假设你做了这样的事情:
import numpy as np
from sklearn.mixture import GaussianMixture
# create data
rng = np.random.RandomState(seed=42)
X = np.concatenate([rng.normal(0, 1, 100),
rng.normal(10, 3, 100),
rng.normal(30, 2, 100)]).reshape(-1, 1)
# estimate probability density function (pdf)

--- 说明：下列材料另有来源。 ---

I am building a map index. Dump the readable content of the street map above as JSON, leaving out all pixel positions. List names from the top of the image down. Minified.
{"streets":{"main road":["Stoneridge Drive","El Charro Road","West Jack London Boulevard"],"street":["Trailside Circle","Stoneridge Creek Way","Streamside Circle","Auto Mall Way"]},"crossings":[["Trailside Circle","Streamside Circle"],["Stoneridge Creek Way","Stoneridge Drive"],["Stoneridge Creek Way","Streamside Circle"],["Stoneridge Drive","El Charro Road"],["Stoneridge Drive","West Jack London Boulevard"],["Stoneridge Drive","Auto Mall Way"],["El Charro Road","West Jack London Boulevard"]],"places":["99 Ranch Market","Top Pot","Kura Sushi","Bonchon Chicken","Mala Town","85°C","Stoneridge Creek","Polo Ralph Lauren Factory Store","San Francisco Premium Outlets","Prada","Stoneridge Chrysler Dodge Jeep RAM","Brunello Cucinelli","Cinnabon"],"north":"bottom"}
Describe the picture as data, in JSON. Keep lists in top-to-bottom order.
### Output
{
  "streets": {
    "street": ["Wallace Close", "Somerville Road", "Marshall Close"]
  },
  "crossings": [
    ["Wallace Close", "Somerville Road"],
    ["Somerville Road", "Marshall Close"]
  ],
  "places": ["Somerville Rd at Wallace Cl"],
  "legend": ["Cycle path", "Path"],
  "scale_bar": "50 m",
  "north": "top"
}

model = GaussianMixture(n_components=2)
model.fit(X)
x = np.linspace(-10, 40, 1000)
logprob = model.score_samples(x.reshape(-1, 1))
pdf = np.exp(logprob)
然后你可以通过简单地对估计的密度值取累积和,并对其进行缩放以使最大值为 1 来获得累积分布函数:
import matplotlib.pyplot as plt
# derive cumulative distribution function (cdf)
cdf = np.cumsum(pdf)
# scale as a probability distribution
cdf = cdf / np.max(cdf)
# plot data and pdf
plt.hist(X, 25, density=True, histtype='stepfilled', alpha=0.3)
plt.plot(x, pdf, '-k')
# plot cdf, scaled to the y limits of the above plot
xmin, xmax, ymin, ymax = plt.axis()
plt.plot(x, cdf * ymax, '-b');